Good luck with your project. Here's a site that may be a resource for you: http://www.owwm.com/mfgIndex/detail.aspx?id=111&tab=4

I noticed that on guy on this site ( http://www.owwm.com/photoindex/detail.aspx?id=5254 ) is restoring a saw that may be like yours. He has turned the arbor down to 5/8" like you are planning to do.

A 2 hp motor would be sufficient but I'd opt for 3 if it wasn't too cost prohibitive. Many contractor saws have 1 1/2 hp motors and are considered to be somewhat underpowered.

Keep us up to date with your project. Pictures would be great!

Bill


----------



## cajtar (Jan 13, 2010)

*Thx Bill!*

Thanks Bill,

Rob Stoke's saw is exactly the same as mine! I sent him an email hope that he'll respond. In the meantime I'll upload some pics so you can see better what I'm up against.

Cheers-


----------



## Richins (Jan 5, 2010)

That will be a cool saw. I have a 3 horse shaper by them. Its in to have the bearings replaced and as with all old equipment there is some issues with finding the new ones. I love it and hope it returns soon.


----------



## cajtar (Jan 13, 2010)

*motor type - ODP or TEFC?*

Hi guys, question for you...

I'm researching electric motors for use in my Boice-Crane Table Saw. Looking at 2hp or 3hp motors.

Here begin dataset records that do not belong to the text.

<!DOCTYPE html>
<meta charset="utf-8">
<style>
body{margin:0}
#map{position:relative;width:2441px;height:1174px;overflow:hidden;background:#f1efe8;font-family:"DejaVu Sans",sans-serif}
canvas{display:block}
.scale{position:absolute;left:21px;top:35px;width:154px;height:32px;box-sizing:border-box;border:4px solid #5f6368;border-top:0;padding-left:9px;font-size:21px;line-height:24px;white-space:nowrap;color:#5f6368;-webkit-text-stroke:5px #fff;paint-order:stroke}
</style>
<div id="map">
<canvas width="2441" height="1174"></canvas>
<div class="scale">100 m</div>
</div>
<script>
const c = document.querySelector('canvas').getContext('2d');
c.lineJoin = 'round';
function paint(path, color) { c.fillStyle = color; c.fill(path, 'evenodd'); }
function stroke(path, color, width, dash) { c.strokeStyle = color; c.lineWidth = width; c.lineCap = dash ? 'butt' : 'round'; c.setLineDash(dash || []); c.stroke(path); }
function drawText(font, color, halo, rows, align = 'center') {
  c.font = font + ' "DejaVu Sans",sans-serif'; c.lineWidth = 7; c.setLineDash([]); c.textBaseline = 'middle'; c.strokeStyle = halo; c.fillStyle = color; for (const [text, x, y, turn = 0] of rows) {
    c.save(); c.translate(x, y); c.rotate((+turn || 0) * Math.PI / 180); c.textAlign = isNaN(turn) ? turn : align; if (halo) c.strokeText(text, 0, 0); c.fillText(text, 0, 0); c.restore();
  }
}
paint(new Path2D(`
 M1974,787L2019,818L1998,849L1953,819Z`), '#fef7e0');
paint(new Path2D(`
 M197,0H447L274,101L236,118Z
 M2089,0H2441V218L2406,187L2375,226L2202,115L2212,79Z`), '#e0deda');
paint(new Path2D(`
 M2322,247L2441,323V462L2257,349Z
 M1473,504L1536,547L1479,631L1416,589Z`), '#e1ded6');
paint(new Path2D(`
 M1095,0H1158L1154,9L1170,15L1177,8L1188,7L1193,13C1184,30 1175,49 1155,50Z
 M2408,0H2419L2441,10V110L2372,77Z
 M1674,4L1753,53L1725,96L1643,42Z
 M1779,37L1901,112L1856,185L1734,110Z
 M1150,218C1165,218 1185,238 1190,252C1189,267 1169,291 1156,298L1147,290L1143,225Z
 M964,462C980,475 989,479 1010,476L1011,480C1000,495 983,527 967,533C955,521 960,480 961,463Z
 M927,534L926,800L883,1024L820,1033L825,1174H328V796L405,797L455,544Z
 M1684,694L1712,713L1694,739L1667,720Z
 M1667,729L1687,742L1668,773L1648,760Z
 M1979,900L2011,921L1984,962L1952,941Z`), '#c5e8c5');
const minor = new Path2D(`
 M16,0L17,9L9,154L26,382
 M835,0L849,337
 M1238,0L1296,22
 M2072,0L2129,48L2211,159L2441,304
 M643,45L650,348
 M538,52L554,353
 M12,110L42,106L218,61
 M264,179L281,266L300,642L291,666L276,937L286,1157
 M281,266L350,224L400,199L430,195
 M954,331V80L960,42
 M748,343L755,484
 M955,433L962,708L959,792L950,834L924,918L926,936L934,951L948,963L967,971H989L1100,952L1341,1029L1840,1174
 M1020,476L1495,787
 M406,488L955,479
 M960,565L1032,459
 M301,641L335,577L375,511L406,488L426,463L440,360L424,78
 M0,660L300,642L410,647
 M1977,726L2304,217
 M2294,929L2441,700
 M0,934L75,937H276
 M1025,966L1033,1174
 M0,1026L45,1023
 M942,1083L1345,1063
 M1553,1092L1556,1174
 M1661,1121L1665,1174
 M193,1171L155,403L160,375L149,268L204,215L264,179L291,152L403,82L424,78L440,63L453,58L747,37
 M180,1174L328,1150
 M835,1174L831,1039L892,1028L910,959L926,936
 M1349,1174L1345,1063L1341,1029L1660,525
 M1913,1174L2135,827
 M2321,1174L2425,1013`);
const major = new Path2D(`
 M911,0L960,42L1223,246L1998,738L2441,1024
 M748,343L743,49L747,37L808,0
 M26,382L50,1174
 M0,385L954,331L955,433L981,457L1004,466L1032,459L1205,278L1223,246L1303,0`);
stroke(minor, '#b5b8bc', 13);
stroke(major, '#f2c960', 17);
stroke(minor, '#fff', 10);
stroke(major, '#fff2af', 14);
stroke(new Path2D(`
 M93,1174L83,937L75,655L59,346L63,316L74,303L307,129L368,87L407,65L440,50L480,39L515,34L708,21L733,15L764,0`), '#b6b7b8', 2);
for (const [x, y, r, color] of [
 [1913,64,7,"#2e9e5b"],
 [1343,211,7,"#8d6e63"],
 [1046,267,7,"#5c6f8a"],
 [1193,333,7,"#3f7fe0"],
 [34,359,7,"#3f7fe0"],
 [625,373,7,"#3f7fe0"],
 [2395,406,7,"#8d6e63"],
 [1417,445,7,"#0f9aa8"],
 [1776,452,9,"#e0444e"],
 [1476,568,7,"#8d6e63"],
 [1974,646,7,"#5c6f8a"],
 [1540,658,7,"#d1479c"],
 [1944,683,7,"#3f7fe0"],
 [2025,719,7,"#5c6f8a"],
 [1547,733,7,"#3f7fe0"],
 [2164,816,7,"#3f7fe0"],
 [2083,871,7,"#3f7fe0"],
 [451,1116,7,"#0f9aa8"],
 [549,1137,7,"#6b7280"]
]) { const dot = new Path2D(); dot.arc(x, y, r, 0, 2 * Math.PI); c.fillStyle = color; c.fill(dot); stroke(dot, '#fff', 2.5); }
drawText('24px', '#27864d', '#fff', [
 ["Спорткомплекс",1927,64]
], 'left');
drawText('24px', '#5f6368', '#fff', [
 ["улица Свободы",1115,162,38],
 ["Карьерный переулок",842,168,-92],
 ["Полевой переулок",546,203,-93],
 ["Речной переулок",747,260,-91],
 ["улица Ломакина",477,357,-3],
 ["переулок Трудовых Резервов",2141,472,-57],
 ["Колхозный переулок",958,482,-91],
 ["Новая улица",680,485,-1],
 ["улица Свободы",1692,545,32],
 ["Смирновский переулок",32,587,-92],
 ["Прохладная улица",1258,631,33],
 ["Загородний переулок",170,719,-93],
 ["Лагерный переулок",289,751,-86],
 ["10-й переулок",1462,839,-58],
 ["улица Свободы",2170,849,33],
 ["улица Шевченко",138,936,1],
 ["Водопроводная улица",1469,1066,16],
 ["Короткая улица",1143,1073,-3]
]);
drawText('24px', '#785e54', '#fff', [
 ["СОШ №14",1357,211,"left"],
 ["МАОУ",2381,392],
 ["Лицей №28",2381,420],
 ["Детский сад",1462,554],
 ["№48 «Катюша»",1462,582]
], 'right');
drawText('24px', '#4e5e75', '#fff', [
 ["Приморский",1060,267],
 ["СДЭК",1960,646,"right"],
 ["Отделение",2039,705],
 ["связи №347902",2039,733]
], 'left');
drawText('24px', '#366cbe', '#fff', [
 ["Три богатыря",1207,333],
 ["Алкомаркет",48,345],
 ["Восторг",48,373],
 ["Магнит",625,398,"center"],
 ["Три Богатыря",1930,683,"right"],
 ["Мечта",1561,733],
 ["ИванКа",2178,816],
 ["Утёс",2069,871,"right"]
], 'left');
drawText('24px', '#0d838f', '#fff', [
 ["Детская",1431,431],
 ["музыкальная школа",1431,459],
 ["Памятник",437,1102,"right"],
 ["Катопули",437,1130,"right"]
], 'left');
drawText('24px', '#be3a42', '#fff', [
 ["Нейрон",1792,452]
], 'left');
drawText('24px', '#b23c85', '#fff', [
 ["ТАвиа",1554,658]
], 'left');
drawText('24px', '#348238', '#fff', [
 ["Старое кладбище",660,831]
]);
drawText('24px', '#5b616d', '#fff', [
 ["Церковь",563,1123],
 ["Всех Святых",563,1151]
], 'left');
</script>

I'm wondering if I should stick to my guns and get a TEFC (totally enclosed fan cooled) motor or if it would be OK to accept an ODP (open drip proof) design.

My concern with ODP is the motor getting clogged with sawdust or with the sawdust igniting. Sawdust typically ignites around 170degC and ClassF windings are good to ~200degC.

And the issue with TEFC is keeping a 3hp motor cool (hence difficulty in finding a 3hp w/ TEFC).

So, I'm putting out a question/survey. For all those with cabinet or contractor TS, what type of motor (hp & open or enclosed) is commonly used or would you recommend?

TIA!


----------